4.3 Wastewater Plan: Similarly, in Appendix 4.11d, Wastewater Master Plan, the table of contents lists Figure 2, On-Site Collection and Off-Site Conveyance Network. This drawing was omitted from the appendix, and again one must wonder why. Although the Figure 1, Site Plan, was included in the appendix (still again without any map scale), the question remains as to why Figure 2 was deliberately omitted, except possibly to hide facts? Was this drawing any different from the PMC labeled drawing in Volume 1, Figure 3.0-7, Proposed Wastewater Facilities? There are two different drawings as evidenced by the drawing titles. I suspect, however, that those two drawings do differ in content.
4.4 Missing Reclaimed Water Facilities: One possible explanation for the deliberate omissions of the two above-noted drawings, may have been a concerted effort to downplay any data on recycled water, which incidentally should have been discussed more fully in a separate section of the RDEIR -- as is customarily done, but it was not. Recycled water is mixed in with and discussed along with domestic water in the water service section 4.11.4, and similarly recycled water is mixed in with and discussed along with wastewater in the wastewater section 4.11.5. There are instances where recycled water and domestic water are discussed within the same impact sentence, and where recycled water and wastewater are discussed within the same impact sentence. This is neither acceptable nor standard practice. There is not any one coherent section describing the on-site and off-site recycled water facilities contrary to the statement on page 4.11-48 second last paragraph, "Off-site facilities proposed consist of a wastewater conveyance pipeline and a recycled water pipeline. The environmental effects of these off-site facilities are addressed in the various technical sections of this document".

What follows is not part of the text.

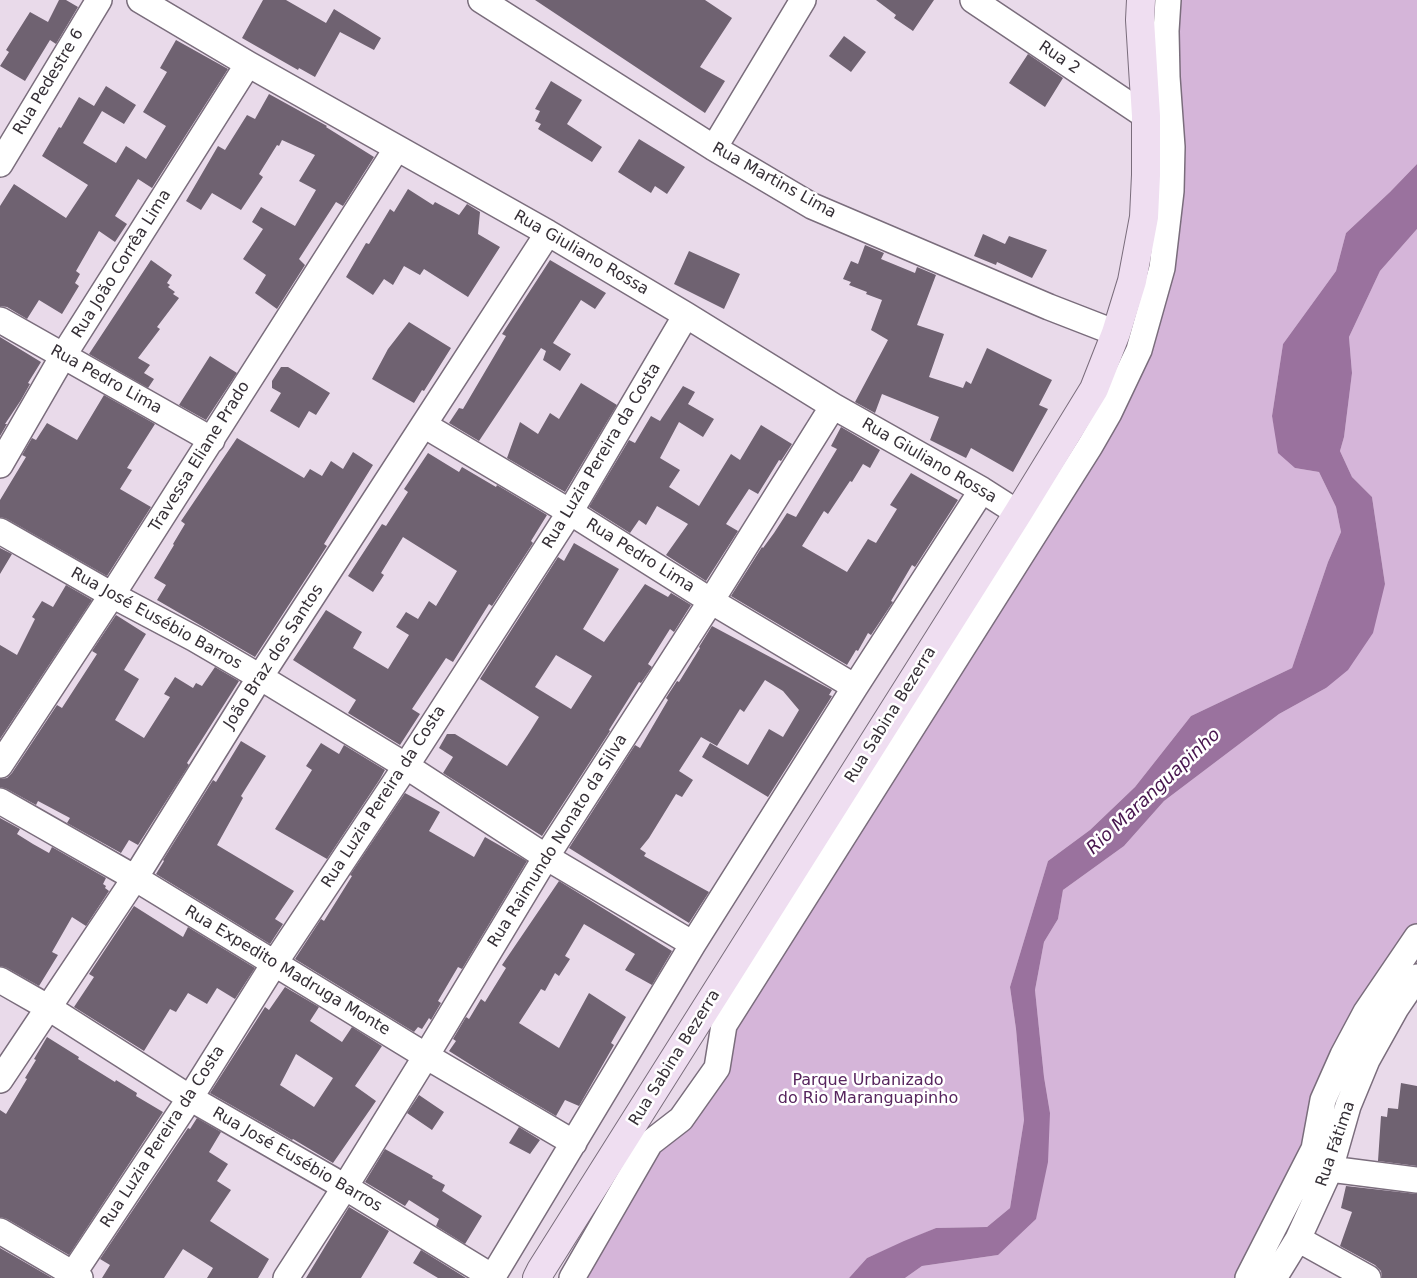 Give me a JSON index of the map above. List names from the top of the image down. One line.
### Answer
{"streets":{"main road":["Rua Sabina Bezerra"],"street":["Rua 2","Rua Pedestre 6","Rua Martins Lima","Rua Giuliano Rossa","Rua João Corrêa Lima","Rua Pedro Lima","Rua Luzia Pereira da Costa","Travessa Eliane Prado","Rua José Eusébio Barros","João Braz dos Santos","Rua Raimundo Nonato da Silva","Rua Expedito Madruga Monte","Rua Fátima"]},"crossings":[["Rua 2","Rua Sabina Bezerra"],["Rua Martins Lima","Rua Sabina Bezerra"],["Rua Giuliano Rossa","Rua João Corrêa Lima"],["Rua Giuliano Rossa","Rua Luzia Pereira da Costa"],["Rua Giuliano Rossa","Travessa Eliane Prado"],["Rua Giuliano Rossa","João Braz dos Santos"],["Rua Giuliano Rossa","Rua Sabina Bezerra"],["Rua Giuliano Rossa","Rua Raimundo Nonato da Silva"],["Rua João Corrêa Lima","Rua Pedro Lima"],["Rua Pedro Lima","Rua Luzia Pereira da Costa"],["Rua Pedro Lima","Travessa Eliane Prado"],["Rua Pedro Lima","João Braz dos Santos"],["Rua Pedro Lima","Rua Raimundo Nonato da Silva"],["Rua Luzia Pereira da Costa","Rua José Eusébio Barros"],["Rua Luzia Pereira da Costa","Rua Expedito Madruga Monte"],["Travessa Eliane Prado","Rua José Eusébio Barros"],["Rua José Eusébio Barros","João Braz dos Santos"],["Rua José Eusébio Barros","Rua Raimundo Nonato da Silva"],["João Braz dos Santos","Rua Expedito Madruga Monte"],["Rua Raimundo Nonato da Silva","Rua Expedito Madruga Monte"]],"water":["Rio Maranguapinho"],"parks":["Parque Urbanizado do Rio Maranguapinho"]}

When I looked at either Figure 3.0-8, Proposed Water Facilities, or at Figure 3.0-7, Proposed Wastewater Facilities, I could find no facility of the recycled water system, and I wondered why would there be a deliberate omission of these recycled water facilities from the drawings. Nolte in Appendix 4.11c, pages 6 and 7, describes these facilities as:
1) A 3,185gpm recycled water pump station at the WWTP. The Irrigation Consultant, Harvey Mills Design, had determined the flow rate for this pump station. In addition to the construction of this pump station, presumably the Jackson Hills residents would be paying for the annual pumping costs.
2) A 10-inch force main, from the pump station at the WWTP, 300 ' in elevation up the hill to the site. Incidentally a 10-inch force main is too small because it would produce velocities that are too high. The pipeline should be a 14-inch according to my calculations. (Later on I found in Appendix 4.11d, Table 5, page 9, that it stated an 18-inch force main was needed for the recycled water pump station. Why the disparity?)

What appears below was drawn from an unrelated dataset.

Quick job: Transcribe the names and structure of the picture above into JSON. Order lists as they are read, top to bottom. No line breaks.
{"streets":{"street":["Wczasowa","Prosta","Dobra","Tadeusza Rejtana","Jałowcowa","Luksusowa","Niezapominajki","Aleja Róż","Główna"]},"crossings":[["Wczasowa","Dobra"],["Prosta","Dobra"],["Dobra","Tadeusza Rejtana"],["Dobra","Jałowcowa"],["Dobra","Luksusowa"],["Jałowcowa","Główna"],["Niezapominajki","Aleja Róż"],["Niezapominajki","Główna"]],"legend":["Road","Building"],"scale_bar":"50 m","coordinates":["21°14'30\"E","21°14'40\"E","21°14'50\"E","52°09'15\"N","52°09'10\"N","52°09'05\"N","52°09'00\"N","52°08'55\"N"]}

3) A 3mg operational recycled water storage reservoir to accommodate the maximum monthly irrigation flow rate of 1,026,000gpd for a period of three days. The on-site storage would be a tank, either above or below ground, or an open water pond incorporated into the landscaping. (Later on I found in Appendix 4.11d, Table 5, that a 1/2mg recycled water storage tank was proposed, which would be much too inadequate for the maximum monthly rate and three day period. Again, why the disparity in data?)
(If one looks at the recycled water costs in table 7, the pump station and the force main are included but the storage reservoir is excluded. If one looks in table 5, the pump station, the force main and the reservoir are included. However, the unit costs for any of these three items are significantly understated in both of these tables.)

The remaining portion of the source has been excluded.